[Saved entries]
+-------+
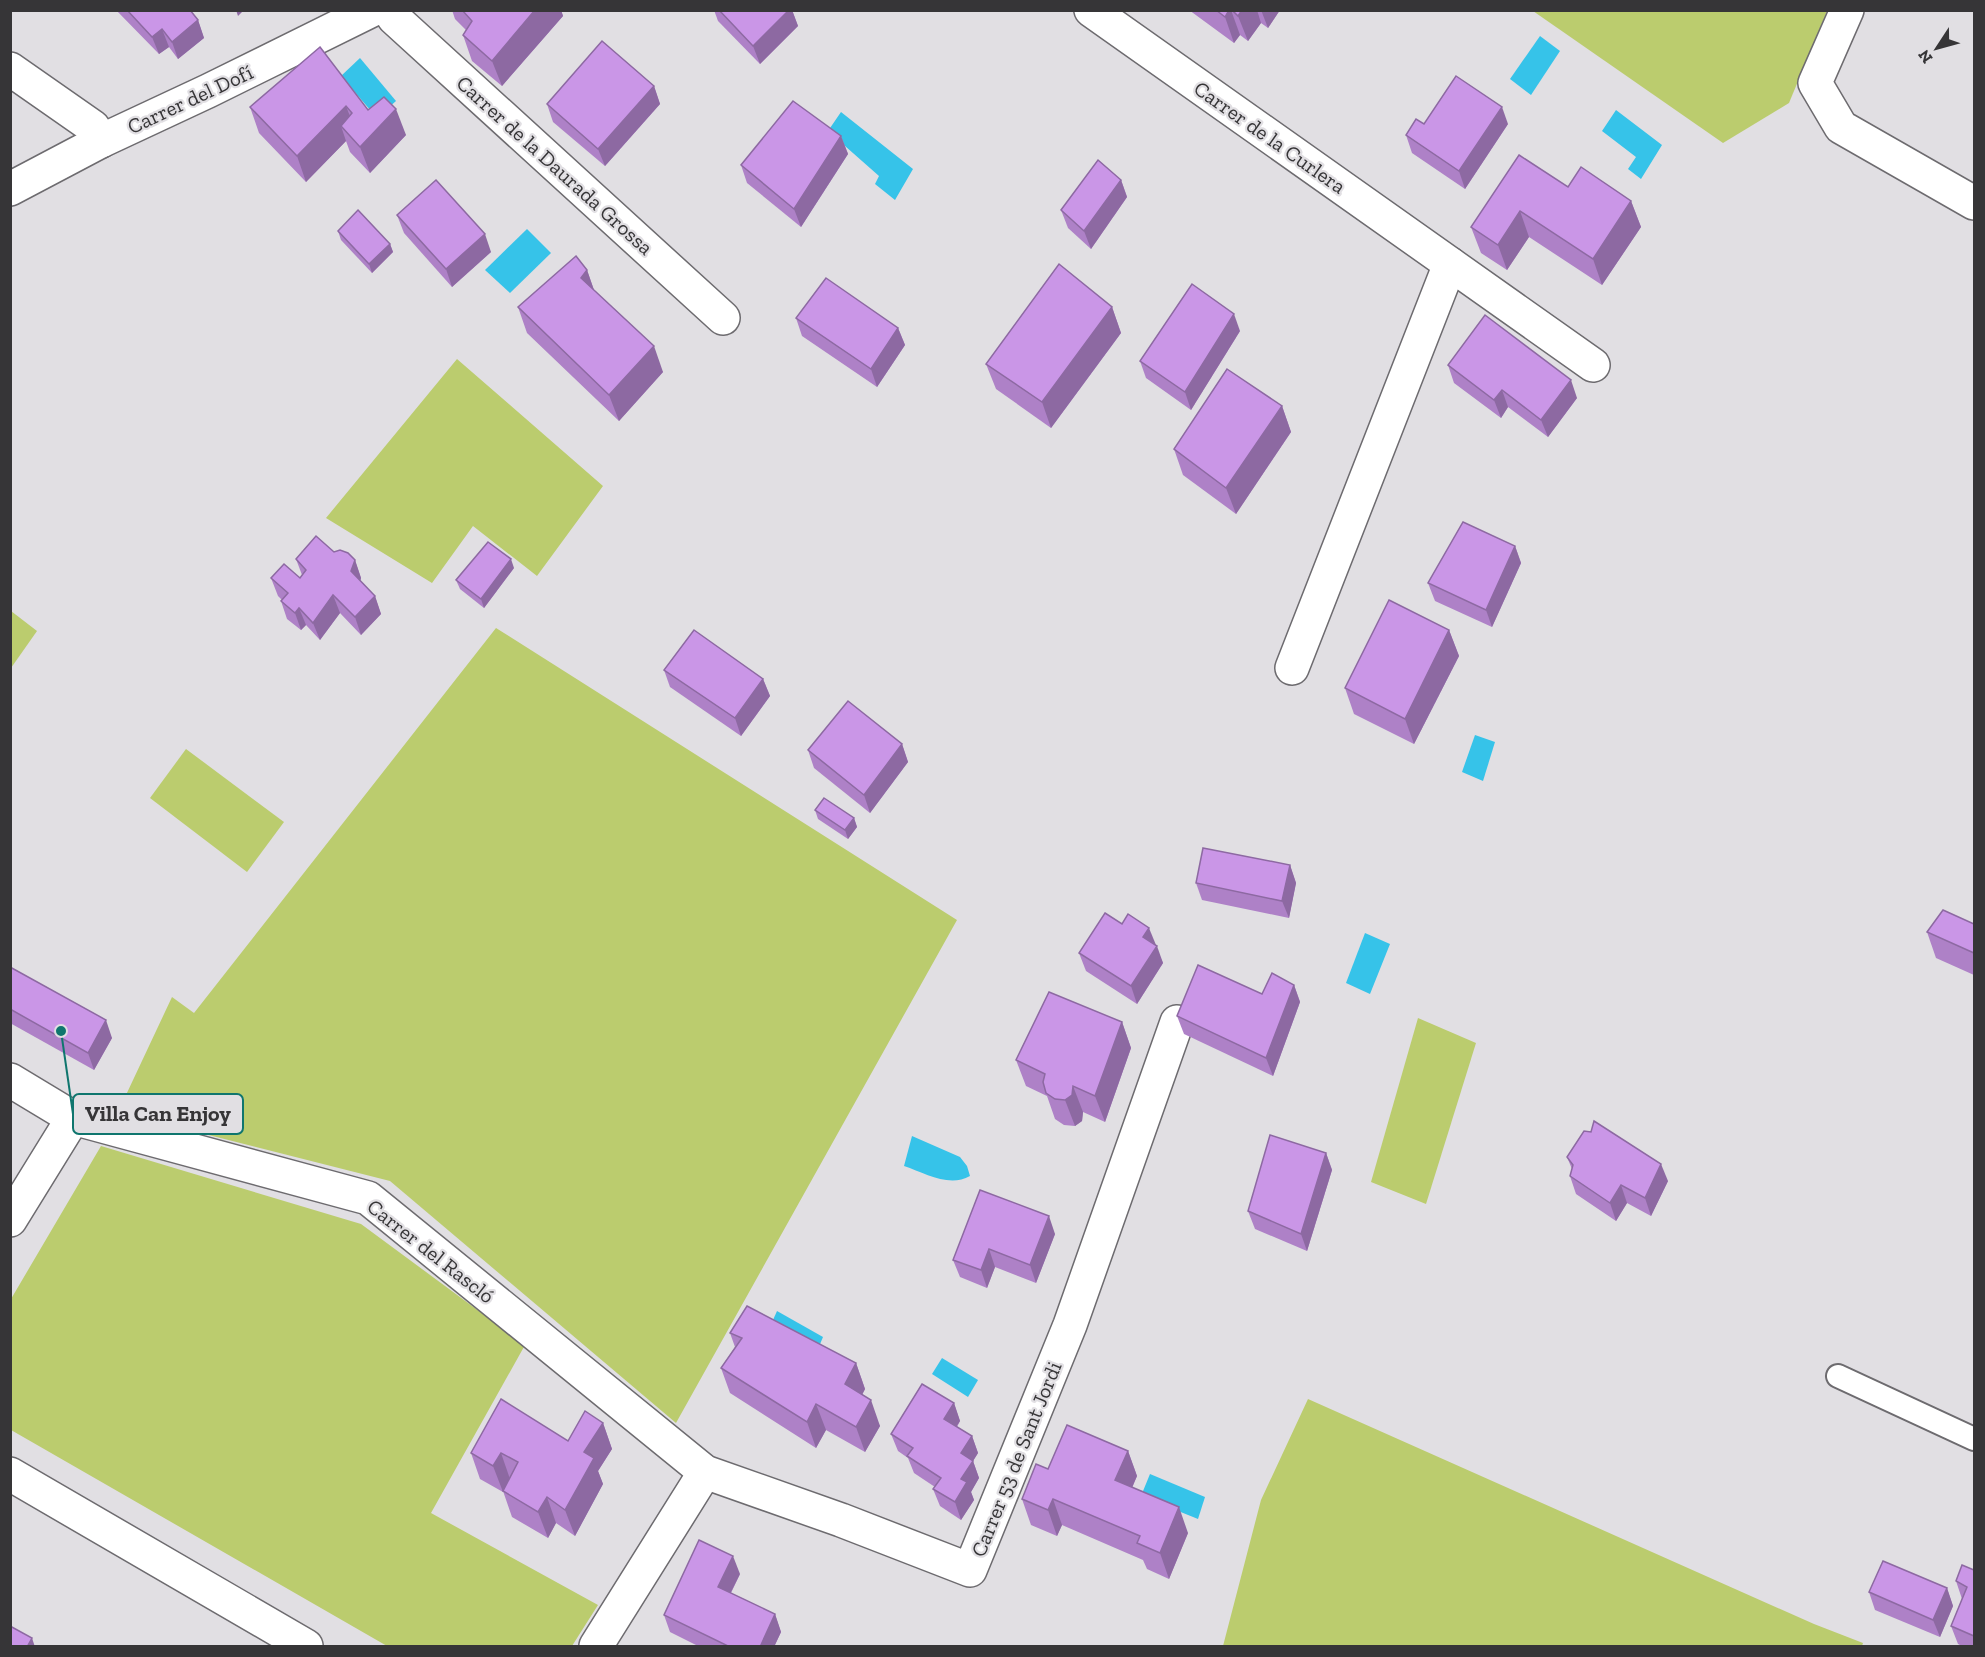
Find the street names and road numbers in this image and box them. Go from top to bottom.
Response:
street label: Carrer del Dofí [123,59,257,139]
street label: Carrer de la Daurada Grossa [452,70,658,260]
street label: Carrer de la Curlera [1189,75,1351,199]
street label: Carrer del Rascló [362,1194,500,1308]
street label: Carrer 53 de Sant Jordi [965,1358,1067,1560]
+-------+
→ Try it
Copy all the entries word for word. Omit any pictures.

→ Answer area
Find the street names and road numbers in this image and box them. Go from top to bottom.
Response:
street label: Carrer del Dofí [123,59,257,139]
street label: Carrer de la Daurada Grossa [452,70,658,260]
street label: Carrer de la Curlera [1189,75,1351,199]
street label: Carrer del Rascló [362,1194,500,1308]
street label: Carrer 53 de Sant Jordi [965,1358,1067,1560]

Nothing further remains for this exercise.